What happens if you develop Long Covid and it impacts your ability to work? As The Detail finds out, you may not be able to rely on the government for support.
While the worst of the pandemic seems to be coming to an end – touch wood – it’s likely we’re going to be grappling with the long-term effects of Covid-19 for some time yet.
New Zealand may have been able to hold off the Omicron wave for a couple of months, but now that hundreds of thousands of people have been infected, it’s inevitable more people will go on to develop Long Covid.
Some of those people will have to take time off work as a result – and some may have to leave their jobs altogether.
One of the most difficult elements of dealing with Long Covid is categorising it in the first place.
The Ministry of Health’s website says there’s no test for it.

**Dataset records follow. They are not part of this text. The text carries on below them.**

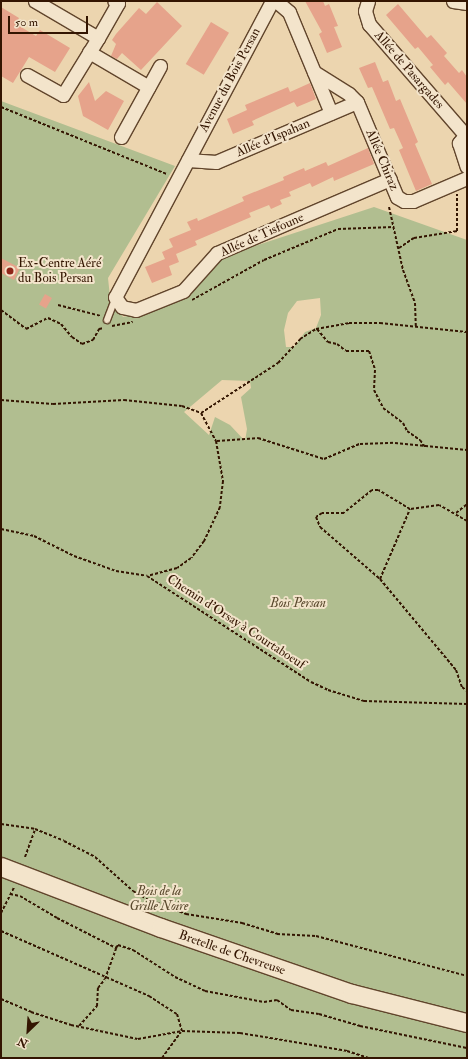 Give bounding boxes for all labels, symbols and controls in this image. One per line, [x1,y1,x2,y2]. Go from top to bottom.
scale bar [10,8,90,34]
text: 50 m [15,15,38,30]
street label: Avenue du Bois Persan [196,25,264,135]
street label: Allée de Pasargades [371,28,447,112]
street label: Allée d'Ispahan [234,115,312,161]
street label: Allée Chiraz [362,127,402,193]
street label: Allée de Tisfoune [218,210,306,260]
place label: Ex-Centre Aéré du Bois Persan [18,256,101,287]
marker: Ex-Centre Aéré du Bois Persan [5,266,15,276]
street label: Chemin d'Orsay à Courtaboeuf [164,571,308,673]
park label: Bois Persan [270,595,326,611]
park label: Bois de la Grille Noire [130,884,188,915]
street label: Bretelle de Chevreuse [177,927,287,979]
north arrow [8,1011,48,1051]
text: N [16,1034,30,1050] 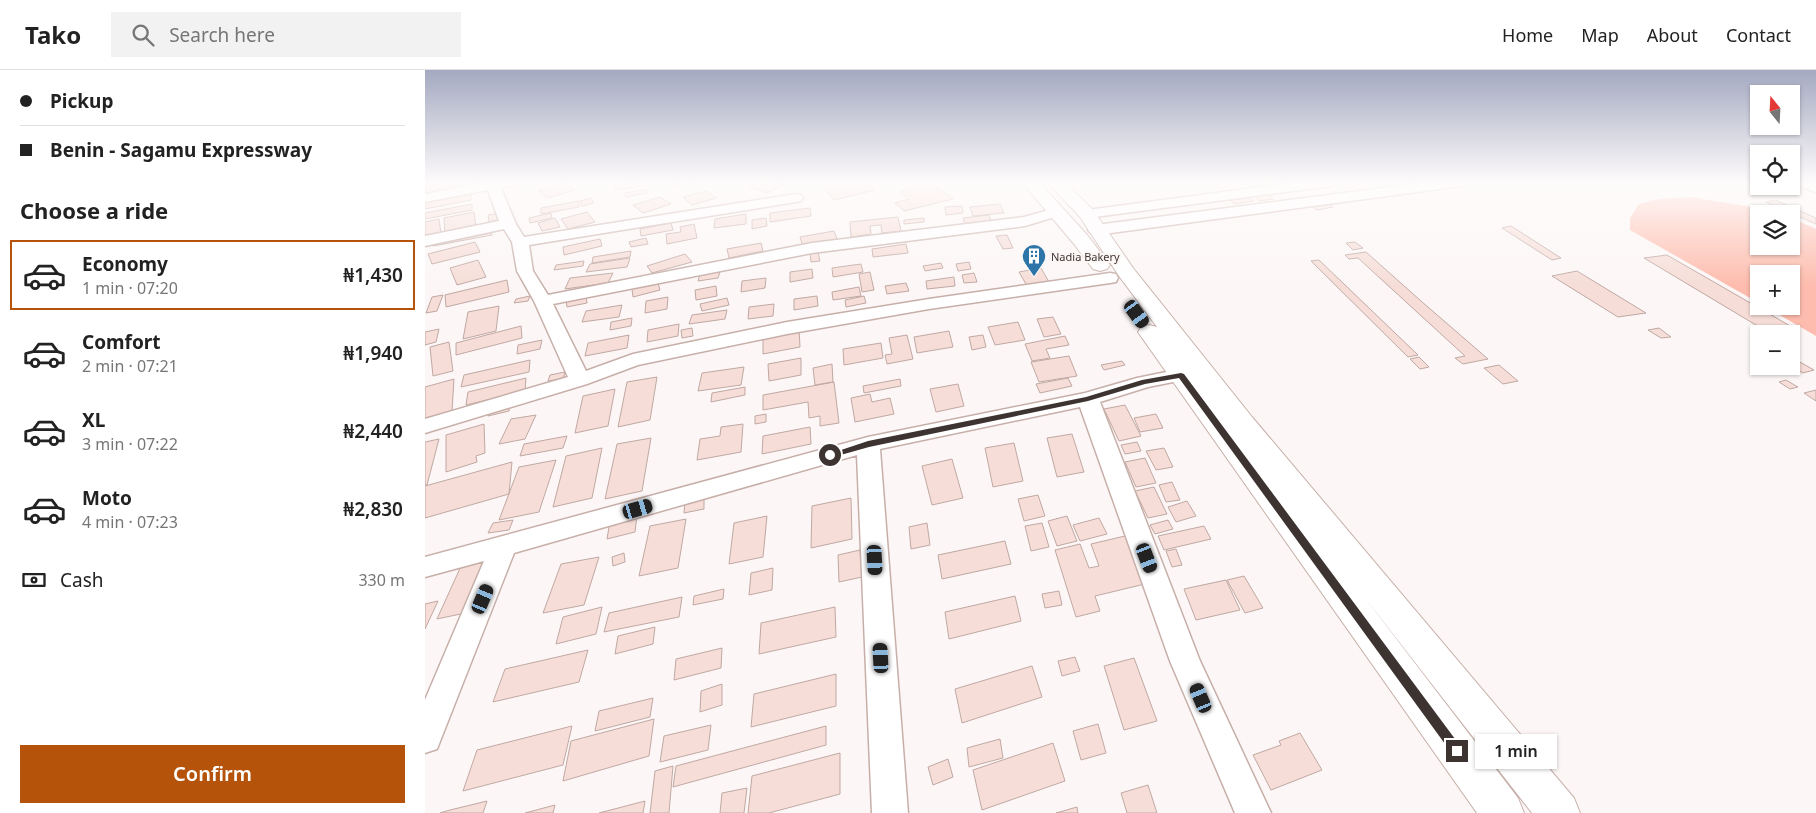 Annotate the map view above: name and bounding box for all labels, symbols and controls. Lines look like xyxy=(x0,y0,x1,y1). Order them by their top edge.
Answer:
search box xyxy=(111,12,461,57)
text: Tako xyxy=(25,18,81,51)
icon: search xyxy=(129,21,157,49)
text: Search here xyxy=(169,22,275,48)
text: Home xyxy=(1502,23,1553,47)
text: Map xyxy=(1581,23,1619,47)
text: About xyxy=(1647,23,1698,47)
text: Contact xyxy=(1726,23,1791,47)
north arrow xyxy=(1750,85,1800,135)
map controls xyxy=(1750,85,1800,375)
text: Pickup xyxy=(50,88,113,114)
text: Benin - Sagamu Expressway xyxy=(50,137,312,163)
button: locate xyxy=(1750,145,1800,195)
text: Choose a ride xyxy=(20,195,168,225)
button: layers xyxy=(1750,205,1800,255)
building icon: Nadia Bakery xyxy=(1021,243,1047,277)
place label: Nadia Bakery xyxy=(1051,249,1120,264)
text: Economy xyxy=(82,251,168,277)
icon: car xyxy=(22,253,67,298)
text: ₦1,430 xyxy=(343,262,403,288)
button: + xyxy=(1750,265,1800,315)
text: 1 min · 07:20 xyxy=(82,277,178,299)
car xyxy=(1122,297,1151,331)
button: − xyxy=(1750,325,1800,375)
text: Comfort xyxy=(82,329,161,355)
icon: car xyxy=(22,331,67,376)
text: ₦1,940 xyxy=(343,340,403,366)
text: 2 min · 07:21 xyxy=(82,355,178,377)
text: XL xyxy=(82,407,105,433)
icon: car xyxy=(22,409,67,454)
text: ₦2,440 xyxy=(343,418,403,444)
text: 3 min · 07:22 xyxy=(82,433,178,455)
route start xyxy=(819,444,841,466)
text: Moto xyxy=(82,485,132,511)
icon: car xyxy=(22,487,67,532)
text: ₦2,830 xyxy=(343,496,403,522)
car xyxy=(621,498,654,520)
text: 4 min · 07:23 xyxy=(82,511,178,533)
car xyxy=(1134,541,1159,575)
car xyxy=(866,545,883,575)
icon: cash xyxy=(20,566,48,594)
text: Cash xyxy=(60,567,104,593)
text: 330 m xyxy=(358,569,405,591)
car xyxy=(470,582,495,616)
car xyxy=(872,643,889,673)
car xyxy=(1188,681,1213,715)
callout: 1 min xyxy=(1475,734,1557,768)
route end xyxy=(1446,740,1468,762)
text: 1 min xyxy=(1494,740,1538,762)
button: Confirm xyxy=(20,745,405,803)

In the UK, the National Institute for Health and Care Excellence’s diagnosis of post-Covid-19 syndrome is made on the basis of symptoms persisting 12 weeks after a person contracted Covid-19.
But with things opening up in the UK, this poses a challenge.
“There are some people who’ve got Long Covid who have never had a positive Covid test,” says health economist Paula Lorgelly, a New Zealander set to return to her home country soon after spending the best part of two decades living and working in the UK.
“But they were hospitalised with those symptoms, so we assume they’ve got Covid.
“Now, in the UK, we’ve probably got people who have got Covid, but may not even be testing.
“There could be a question, subsequently as to the availability and recording of tests. It’ll be interesting to know if these long-lasting symptoms actually need this confirmed diagnosis in the first place.”
Estimates are even hard to come by as to what proportion of Covid-19 cases go on to develop Long Covid: most research indicates 10 to 30 percent of cases will, but some studies suggest as many as 50 percent of people who get Covid-19 haven’t fully recovered six months later.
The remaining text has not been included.